·3 min read·Ember Team

Your AI Agent Doesn't Have to Know Everything

Ember now supports MCP so your agents can manage tasks, but local models keep your work where it belongs.

A minimal desk setup representing local, private AI-assisted work

What MCP actually does

The Model Context Protocol (MCP) is an open standard that lets AI assistants connect to tools and data sources. With it, an AI agent can read your tasks, create new ones, update statuses, and generally interact with your project management system as if it were a person at the keyboard.

Ember now supports MCP. You can connect agents like Claude, or any MCP-compatible assistant, directly to your workspace. Ask your agent to summarize what's in progress, break a project down into tasks, or mark something done after you describe what you finished.

It's genuinely useful. But the first question worth asking is: where does your data go when the agent reads it?

Cloud agents read what you give them

When you connect a cloud-based AI like Claude or GPT to your workspace, your task titles, descriptions, and project structure are sent to that provider's servers to be processed. The model lives on remote infrastructure, so the data has to travel there.

For some people, this is an acceptable trade-off. For others, it isn't.

Your tasks are not just metadata. They contain your thinking. Project names, half-formed ideas, client references, things you're still figuring out.
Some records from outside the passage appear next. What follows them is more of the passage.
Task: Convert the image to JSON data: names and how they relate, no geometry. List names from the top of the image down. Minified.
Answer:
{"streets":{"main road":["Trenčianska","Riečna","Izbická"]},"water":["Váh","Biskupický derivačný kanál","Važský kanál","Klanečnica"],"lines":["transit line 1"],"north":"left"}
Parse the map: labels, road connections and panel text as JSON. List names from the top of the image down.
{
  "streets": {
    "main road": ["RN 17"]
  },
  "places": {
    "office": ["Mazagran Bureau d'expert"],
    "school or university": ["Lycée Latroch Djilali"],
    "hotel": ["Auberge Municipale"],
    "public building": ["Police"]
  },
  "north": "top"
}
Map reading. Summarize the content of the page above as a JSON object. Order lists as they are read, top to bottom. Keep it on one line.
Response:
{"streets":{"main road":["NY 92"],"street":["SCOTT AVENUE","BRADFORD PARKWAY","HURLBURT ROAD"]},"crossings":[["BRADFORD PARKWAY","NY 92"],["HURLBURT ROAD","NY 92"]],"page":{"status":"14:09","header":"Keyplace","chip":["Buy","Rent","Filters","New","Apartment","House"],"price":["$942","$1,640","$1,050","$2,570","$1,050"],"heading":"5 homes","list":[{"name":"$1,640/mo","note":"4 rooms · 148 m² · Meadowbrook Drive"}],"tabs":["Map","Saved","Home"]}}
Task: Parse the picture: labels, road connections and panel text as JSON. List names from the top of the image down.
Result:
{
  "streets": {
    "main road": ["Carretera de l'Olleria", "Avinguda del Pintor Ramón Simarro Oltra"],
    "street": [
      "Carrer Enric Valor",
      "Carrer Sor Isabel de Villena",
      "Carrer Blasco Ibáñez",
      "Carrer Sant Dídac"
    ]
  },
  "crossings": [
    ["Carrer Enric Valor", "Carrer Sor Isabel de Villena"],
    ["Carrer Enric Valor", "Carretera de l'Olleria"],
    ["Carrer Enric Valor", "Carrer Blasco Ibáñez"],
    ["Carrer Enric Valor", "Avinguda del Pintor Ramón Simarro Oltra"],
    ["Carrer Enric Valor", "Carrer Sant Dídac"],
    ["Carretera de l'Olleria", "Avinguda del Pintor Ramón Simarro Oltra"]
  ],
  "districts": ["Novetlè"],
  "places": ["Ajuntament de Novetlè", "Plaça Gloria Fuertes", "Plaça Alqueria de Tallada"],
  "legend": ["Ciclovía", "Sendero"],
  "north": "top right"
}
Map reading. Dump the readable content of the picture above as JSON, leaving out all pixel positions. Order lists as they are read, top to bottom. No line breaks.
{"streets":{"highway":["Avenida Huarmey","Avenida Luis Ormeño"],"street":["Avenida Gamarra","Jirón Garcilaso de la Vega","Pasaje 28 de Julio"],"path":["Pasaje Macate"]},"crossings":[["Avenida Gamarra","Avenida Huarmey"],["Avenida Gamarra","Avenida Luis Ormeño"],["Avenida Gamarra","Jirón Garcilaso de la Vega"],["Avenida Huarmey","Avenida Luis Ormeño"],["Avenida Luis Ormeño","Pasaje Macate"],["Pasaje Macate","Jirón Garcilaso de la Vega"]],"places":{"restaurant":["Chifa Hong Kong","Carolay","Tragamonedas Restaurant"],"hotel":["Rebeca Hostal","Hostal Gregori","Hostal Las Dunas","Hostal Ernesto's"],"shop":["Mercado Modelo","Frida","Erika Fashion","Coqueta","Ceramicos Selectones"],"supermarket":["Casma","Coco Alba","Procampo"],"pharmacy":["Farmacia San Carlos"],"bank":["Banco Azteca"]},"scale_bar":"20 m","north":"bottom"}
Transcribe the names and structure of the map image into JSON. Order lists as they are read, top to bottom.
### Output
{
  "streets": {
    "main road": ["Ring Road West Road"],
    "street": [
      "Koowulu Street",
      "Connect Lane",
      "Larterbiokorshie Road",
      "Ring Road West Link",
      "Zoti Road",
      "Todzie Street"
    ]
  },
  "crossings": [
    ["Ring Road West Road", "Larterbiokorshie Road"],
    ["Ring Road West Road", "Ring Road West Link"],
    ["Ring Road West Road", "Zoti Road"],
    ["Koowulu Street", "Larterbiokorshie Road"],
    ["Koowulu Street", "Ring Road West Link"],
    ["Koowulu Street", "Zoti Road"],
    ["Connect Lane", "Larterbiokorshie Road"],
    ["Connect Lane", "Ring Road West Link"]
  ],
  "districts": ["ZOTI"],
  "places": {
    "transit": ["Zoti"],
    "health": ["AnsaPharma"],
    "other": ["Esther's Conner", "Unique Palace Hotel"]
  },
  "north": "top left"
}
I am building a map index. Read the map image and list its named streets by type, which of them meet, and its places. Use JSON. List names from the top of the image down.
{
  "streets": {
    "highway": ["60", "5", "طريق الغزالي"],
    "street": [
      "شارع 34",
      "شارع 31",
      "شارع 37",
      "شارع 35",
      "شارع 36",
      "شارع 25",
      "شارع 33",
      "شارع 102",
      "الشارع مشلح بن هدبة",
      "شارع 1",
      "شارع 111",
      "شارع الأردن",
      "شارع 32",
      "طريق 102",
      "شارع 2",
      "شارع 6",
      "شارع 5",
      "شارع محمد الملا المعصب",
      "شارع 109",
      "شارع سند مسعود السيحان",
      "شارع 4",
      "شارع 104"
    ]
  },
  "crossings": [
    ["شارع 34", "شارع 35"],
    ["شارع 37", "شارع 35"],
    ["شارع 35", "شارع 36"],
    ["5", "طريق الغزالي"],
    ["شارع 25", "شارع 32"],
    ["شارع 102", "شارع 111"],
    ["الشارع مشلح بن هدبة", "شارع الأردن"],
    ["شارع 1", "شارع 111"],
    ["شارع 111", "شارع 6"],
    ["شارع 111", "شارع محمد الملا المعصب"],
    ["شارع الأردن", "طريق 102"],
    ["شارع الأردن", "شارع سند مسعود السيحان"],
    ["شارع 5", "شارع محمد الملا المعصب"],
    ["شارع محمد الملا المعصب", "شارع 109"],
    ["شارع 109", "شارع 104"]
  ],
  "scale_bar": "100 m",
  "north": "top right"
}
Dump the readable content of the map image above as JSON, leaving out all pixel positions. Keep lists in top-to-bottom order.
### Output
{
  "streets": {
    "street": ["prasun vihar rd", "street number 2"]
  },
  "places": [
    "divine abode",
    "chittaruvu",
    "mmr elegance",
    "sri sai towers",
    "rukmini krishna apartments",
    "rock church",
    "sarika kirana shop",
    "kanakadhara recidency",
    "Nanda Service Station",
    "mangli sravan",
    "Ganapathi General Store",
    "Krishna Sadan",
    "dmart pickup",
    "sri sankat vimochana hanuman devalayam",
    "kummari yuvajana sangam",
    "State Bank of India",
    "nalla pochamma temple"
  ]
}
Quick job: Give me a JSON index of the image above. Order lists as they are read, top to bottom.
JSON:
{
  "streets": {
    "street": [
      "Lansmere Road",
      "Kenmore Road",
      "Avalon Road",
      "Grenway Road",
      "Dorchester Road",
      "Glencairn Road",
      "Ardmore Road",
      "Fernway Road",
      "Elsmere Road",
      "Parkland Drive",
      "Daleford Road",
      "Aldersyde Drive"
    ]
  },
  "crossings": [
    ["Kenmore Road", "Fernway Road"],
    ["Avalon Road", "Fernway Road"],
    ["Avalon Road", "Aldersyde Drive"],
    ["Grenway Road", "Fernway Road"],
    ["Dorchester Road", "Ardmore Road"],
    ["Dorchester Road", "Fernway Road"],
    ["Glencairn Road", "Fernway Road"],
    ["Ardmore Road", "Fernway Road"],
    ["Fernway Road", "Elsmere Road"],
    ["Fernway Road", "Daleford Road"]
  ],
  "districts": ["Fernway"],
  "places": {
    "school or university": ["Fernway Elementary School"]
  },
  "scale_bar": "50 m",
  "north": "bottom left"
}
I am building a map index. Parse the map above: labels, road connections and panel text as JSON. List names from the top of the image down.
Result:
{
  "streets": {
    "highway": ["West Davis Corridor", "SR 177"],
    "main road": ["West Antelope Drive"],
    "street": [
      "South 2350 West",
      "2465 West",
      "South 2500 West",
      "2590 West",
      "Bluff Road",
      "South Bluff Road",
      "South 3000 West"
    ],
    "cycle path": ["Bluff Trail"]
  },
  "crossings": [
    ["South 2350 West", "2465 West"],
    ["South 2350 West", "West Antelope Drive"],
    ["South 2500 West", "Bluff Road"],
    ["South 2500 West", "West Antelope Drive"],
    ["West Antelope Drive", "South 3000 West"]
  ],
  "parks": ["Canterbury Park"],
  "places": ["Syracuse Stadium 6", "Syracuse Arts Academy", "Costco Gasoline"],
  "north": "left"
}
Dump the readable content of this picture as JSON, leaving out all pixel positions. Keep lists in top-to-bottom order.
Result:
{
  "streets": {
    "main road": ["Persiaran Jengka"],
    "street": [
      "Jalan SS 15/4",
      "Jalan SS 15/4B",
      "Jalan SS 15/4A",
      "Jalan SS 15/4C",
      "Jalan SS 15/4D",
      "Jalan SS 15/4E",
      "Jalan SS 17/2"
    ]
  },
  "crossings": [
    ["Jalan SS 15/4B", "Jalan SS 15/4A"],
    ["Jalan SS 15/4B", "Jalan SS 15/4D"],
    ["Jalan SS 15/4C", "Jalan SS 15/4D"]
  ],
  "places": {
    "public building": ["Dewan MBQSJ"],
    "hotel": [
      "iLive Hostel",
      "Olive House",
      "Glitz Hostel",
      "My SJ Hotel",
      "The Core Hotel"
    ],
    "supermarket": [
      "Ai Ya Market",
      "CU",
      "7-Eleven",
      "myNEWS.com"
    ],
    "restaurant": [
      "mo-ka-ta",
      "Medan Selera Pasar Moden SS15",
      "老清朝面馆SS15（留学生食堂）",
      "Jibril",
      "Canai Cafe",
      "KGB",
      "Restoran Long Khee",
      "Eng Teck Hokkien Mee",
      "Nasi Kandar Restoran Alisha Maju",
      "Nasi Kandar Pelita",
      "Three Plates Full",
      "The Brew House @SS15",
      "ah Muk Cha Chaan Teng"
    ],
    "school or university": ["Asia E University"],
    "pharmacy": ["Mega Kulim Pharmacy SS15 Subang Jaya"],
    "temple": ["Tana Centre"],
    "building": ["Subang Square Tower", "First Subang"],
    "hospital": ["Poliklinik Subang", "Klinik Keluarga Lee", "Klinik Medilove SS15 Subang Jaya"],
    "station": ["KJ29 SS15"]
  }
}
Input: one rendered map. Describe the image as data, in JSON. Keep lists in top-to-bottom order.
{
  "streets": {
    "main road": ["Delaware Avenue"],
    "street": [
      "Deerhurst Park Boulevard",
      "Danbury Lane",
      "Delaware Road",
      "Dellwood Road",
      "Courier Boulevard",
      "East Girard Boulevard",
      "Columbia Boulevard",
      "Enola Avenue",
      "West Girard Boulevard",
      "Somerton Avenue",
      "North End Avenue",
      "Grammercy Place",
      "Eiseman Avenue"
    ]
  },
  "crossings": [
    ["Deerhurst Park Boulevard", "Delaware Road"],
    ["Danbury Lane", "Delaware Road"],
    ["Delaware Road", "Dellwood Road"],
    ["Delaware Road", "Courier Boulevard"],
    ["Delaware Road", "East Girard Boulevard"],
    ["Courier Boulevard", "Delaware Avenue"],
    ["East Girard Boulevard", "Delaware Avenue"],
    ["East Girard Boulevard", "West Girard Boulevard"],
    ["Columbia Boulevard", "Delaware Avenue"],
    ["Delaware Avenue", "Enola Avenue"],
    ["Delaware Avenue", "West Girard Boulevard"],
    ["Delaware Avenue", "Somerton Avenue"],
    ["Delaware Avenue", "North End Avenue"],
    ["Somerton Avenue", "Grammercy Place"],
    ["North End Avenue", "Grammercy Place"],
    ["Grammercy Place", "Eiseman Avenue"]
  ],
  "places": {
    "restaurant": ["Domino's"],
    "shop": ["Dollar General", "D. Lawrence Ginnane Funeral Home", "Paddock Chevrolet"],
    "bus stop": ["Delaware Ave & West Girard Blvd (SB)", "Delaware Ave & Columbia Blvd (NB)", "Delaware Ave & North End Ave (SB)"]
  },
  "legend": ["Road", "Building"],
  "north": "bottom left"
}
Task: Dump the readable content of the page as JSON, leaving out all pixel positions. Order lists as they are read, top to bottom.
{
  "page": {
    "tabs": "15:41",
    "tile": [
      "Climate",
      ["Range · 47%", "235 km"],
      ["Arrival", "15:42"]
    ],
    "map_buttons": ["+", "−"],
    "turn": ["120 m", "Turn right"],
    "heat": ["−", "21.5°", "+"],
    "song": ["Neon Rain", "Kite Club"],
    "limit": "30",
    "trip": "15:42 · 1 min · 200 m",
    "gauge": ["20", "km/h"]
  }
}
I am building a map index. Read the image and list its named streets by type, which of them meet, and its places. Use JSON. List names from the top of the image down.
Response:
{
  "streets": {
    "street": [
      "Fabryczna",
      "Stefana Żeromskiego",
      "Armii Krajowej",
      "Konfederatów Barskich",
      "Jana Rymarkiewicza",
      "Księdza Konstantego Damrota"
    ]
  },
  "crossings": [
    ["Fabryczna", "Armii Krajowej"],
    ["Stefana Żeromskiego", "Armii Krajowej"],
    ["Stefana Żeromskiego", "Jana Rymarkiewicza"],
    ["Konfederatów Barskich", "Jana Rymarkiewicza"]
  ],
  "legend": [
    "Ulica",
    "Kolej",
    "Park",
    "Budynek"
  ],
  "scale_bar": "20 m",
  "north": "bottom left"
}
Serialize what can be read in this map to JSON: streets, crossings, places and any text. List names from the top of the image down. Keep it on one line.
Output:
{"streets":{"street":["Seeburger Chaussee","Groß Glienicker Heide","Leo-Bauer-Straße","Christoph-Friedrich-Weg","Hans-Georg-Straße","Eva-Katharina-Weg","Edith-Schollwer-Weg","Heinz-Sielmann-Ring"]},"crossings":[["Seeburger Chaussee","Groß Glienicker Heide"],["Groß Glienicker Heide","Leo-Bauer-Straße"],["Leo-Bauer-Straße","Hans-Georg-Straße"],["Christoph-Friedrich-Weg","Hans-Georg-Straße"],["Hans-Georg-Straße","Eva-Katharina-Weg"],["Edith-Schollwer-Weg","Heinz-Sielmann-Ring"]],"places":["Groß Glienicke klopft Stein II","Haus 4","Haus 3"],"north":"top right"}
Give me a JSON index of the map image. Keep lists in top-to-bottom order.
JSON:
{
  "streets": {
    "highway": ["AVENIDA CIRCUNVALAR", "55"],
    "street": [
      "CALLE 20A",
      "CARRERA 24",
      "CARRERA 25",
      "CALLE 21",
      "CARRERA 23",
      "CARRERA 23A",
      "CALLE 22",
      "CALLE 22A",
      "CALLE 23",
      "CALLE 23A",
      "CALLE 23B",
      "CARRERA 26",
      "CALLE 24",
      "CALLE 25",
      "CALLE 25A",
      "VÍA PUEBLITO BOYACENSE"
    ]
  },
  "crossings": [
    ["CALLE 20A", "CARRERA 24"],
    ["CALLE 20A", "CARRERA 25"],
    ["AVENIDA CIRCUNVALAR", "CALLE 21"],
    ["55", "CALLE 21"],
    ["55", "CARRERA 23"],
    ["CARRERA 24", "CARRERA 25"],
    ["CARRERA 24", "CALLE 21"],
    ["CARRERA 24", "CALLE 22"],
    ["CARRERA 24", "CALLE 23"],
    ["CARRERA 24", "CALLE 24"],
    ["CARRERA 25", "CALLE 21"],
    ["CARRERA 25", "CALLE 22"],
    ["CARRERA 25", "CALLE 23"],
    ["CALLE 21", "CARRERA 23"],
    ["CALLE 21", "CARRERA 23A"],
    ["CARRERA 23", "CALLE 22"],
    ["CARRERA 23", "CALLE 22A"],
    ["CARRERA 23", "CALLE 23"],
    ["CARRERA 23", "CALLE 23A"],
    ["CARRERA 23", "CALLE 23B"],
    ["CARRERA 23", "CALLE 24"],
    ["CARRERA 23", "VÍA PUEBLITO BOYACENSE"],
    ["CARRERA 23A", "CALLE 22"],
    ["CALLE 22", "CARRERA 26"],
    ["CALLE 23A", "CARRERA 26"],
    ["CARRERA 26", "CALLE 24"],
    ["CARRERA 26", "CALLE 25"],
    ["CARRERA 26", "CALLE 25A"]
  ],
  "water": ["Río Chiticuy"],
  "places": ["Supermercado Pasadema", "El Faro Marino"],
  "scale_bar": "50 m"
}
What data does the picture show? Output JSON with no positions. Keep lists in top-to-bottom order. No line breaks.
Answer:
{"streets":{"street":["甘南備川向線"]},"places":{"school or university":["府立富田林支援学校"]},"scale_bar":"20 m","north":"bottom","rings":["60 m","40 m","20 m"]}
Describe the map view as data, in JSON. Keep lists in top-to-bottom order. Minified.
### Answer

Sending that to a third-party model to get a summary is a reasonable choice, but it should be a conscious one.

Local models change the equation

Tools like Ollama and LM Studio let you run capable language models entirely on your own hardware. The model runs on your CPU or GPU. Nothing leaves your machine. When you connect a local model to Ember via MCP, your task data never touches an external server.

The capability gap between local and cloud models has narrowed considerably. For the kind of tasks you'd ask an agent to do in a project management context, a local model on a modern laptop is more than sufficient: reading through your task list, helping you prioritize, drafting descriptions, creating new items from a brief.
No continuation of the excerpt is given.